Methods based on eye tracking to assess cognitive impairment

Joan Goset

Eye movements have been shown to be altered in neurological disorders such as Alzheimer's disease (AD), Parkinson's disease (PD), Multiple sclerosis (MS) etc. This has prompted researchers to explore potential links between the altered ocular motility observed and the potential impact on eye movements of individuals. Besides common neurological disorders, another emerging concern of cognitive health is the COVID-19 pandemic. Once the main urgency of the pandemic has finished, the long-term impact of the disease has raised and, in fact, patients with the post-COVID-19 condition (PCC) report a broad spectrum of symptoms, including cognitive impairment. Hence, eye movements might be used as a new biomarker for the assessment of cognition impairment, in particular in PCC patients. The most accurate and precise way to monitor eye movements is the eye tracking technology, which allows researchers to monitor and record the eyes position. More recently, the development of mobile and remote eye tracking devices has made possible the collection of data from larger and more diverse samples. In addition, eye tracking is a non-invasive technology and therefore, it is expected to be useful in a clinical environment, although some limitations of the current state-of-the-art systems must be still overcome. Several commercial eye trackers are currently available and they offer different features in functioning, software and hardware configurations. Most eye trackers are used now in laboratory conditions and it is a challenging task to stablish measurement protocols and configurations for clinical purposes, especially for neurological disorders. In view of all this, the aim of this thesis is to develop new methods based on eye tracking technology to assess ocular motility with the ultimate goal of analysing the patient's cognitive status. The technology developed will be integrated into forthcoming clinical studies and specific visual tasks for the analysis of eye movements in patients with cognitive impairment will be designed, with the goal of identifying useful biomarkers for its early diagnosis. In particular, a special emphasis will be on post-COVID-19 patients although other neurological disorders will also be analysed.

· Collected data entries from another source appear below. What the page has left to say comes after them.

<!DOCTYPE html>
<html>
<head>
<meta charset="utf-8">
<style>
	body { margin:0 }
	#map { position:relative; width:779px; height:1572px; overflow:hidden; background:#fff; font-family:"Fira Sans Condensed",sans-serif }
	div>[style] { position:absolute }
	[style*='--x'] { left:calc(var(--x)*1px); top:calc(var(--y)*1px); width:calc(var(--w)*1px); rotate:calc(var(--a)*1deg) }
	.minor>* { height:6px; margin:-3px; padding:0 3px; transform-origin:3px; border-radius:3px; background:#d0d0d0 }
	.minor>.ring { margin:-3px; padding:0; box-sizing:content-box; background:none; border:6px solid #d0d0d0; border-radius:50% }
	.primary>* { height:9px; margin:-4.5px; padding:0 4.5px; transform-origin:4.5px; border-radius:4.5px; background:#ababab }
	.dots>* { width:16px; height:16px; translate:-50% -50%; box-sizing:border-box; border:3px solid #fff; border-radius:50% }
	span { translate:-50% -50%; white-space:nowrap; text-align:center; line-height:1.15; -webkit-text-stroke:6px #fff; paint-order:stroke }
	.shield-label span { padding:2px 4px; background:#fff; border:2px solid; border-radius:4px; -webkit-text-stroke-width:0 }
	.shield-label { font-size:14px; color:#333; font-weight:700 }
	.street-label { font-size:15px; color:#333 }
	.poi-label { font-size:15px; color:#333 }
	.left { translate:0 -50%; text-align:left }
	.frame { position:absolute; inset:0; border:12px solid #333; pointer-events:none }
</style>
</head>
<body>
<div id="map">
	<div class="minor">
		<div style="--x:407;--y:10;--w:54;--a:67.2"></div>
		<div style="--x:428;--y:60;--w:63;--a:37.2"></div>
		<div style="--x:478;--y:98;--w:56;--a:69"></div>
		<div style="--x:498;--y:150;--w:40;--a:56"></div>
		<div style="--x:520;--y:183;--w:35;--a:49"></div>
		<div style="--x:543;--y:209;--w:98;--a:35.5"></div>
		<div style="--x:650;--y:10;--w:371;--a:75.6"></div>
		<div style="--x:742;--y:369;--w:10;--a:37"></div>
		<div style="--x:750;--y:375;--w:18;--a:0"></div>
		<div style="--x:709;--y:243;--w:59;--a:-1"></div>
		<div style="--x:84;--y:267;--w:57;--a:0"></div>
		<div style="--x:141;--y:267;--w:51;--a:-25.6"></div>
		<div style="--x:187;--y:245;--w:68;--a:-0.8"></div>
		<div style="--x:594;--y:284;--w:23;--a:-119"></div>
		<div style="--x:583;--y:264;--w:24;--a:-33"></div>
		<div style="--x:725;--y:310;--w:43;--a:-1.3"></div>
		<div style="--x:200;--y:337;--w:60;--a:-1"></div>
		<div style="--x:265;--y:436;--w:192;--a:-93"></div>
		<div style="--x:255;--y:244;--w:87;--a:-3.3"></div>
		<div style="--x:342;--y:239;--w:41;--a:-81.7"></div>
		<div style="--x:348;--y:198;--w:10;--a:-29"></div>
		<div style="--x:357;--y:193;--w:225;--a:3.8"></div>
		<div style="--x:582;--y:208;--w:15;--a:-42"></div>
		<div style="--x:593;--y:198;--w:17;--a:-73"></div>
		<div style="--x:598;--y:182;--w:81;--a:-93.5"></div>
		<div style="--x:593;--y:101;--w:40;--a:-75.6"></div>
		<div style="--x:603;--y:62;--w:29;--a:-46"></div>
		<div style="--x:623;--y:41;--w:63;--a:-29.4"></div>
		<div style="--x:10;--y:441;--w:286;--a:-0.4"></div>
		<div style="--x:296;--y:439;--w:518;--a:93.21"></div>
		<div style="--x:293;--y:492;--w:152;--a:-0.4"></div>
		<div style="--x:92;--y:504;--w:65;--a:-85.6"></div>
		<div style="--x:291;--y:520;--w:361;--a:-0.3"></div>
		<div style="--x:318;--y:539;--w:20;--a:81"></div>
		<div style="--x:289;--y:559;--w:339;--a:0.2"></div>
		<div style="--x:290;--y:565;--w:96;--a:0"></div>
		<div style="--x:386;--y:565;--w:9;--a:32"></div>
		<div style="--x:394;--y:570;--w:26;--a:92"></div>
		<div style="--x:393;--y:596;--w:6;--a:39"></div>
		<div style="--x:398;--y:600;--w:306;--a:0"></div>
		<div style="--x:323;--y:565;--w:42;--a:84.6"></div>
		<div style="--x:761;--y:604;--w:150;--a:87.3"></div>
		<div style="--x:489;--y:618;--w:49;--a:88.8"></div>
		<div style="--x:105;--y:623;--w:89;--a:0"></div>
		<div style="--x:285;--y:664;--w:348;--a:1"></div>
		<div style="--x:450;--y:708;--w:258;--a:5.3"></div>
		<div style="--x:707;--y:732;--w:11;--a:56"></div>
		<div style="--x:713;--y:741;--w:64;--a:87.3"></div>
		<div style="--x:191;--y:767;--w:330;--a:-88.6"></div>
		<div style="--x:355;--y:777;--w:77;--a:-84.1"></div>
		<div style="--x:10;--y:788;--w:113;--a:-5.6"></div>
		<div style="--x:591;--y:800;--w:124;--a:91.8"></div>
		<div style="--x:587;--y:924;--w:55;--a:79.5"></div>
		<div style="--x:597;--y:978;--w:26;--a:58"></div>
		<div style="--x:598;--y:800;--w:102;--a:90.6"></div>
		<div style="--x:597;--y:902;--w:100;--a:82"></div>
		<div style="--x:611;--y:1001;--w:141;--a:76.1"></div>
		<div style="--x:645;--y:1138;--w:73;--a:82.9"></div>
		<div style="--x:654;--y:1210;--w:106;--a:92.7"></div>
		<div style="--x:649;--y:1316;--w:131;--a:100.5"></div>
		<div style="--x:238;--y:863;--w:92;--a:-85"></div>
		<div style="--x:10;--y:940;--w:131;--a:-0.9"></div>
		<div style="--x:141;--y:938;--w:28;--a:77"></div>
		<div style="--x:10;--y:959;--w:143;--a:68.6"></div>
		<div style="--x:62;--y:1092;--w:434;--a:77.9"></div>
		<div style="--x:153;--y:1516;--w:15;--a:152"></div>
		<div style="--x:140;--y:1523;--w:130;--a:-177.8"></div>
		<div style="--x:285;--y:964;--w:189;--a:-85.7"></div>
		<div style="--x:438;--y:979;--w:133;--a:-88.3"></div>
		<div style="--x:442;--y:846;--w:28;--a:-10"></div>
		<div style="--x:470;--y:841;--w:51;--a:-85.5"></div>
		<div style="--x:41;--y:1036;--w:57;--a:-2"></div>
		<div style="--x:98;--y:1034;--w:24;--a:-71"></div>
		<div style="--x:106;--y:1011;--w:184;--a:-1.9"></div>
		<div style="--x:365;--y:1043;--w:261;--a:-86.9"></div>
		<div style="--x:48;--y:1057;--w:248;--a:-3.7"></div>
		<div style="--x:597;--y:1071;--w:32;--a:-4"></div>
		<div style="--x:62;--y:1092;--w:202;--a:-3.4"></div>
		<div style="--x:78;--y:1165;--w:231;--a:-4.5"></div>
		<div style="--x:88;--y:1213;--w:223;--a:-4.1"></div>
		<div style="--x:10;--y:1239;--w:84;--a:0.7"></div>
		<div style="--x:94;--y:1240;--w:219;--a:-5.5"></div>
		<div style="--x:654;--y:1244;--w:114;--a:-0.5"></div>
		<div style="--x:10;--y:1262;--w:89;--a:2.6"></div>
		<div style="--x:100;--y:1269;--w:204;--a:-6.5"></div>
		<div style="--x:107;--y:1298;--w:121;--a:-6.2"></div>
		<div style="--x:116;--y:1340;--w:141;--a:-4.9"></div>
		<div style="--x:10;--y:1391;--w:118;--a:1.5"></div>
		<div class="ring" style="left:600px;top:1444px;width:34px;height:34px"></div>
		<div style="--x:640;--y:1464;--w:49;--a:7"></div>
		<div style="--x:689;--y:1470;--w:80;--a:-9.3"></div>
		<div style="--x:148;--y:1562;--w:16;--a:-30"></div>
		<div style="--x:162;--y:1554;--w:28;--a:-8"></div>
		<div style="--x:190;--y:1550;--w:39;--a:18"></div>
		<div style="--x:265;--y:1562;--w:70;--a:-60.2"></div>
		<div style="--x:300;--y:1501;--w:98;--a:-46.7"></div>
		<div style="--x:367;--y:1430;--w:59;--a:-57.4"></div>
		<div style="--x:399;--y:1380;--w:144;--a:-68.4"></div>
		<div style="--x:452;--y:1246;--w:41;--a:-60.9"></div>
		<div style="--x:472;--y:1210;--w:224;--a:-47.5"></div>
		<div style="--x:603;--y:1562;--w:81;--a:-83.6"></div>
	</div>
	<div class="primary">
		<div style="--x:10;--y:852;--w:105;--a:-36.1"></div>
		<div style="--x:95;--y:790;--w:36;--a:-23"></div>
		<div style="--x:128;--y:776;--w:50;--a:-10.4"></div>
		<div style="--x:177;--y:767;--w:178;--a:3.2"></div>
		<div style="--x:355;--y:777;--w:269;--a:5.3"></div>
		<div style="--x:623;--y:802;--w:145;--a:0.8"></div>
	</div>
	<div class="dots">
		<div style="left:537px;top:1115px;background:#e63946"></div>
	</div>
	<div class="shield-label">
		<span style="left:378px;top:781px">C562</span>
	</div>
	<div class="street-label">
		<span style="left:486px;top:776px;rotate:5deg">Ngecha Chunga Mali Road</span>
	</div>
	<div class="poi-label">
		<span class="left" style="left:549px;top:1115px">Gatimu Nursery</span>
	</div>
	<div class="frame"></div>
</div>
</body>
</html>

Task Classification using Eye Movements and Graph Neural Networks

Jarod P. Hartley

Eye movements are a key part of increasing our understanding of human vision and the oculomotor system as they are an excellent proxy for attention. It is for this reason studies exploring task-based eye movements and the relationships between said tasks have recently become popular. Recorded eye movements allow us to reverse engineer the steps taken by the oculomotor system and therefore offer us insights into the resource allocation process, such as attention, that our systems undertake. While studies have shown the successful classification of tasks, notably [MACINNES, 2018b; HENDERSON, 2013c; BORJI and ITTI, 2014a], we wish to further explore the relationship between the Search and Memorisation tasks in the context of task switching. Throughout this paper we hope to use graph neural networks to successfully classify these tasks by utilising eye movement data. Magnetoencephalography (MEG) data was also recorded and will be integrated in future work.

Using eye tracking to enhance the efficiency and safety of tram drivers - designing visual attention training

Anna Warchol-Jakubowska

The research is part of a collaborative doctoral project between the Eye-Tracking Research Center at SWPS University in Warsaw and Warsaw Trams Ltd. Two comparative eye-tracking studies were conducted involving both novice and expert tram drivers to describe visual behavior during tram operation accurately. Analysis of the eye-tracking data provided valuable insights into key moments for driving safety, guiding the development of an optimal training program for novice tram operators. This paper presents preliminary ideas for the planned training, incorporating modern technologies such as eye tracking and augmented reality.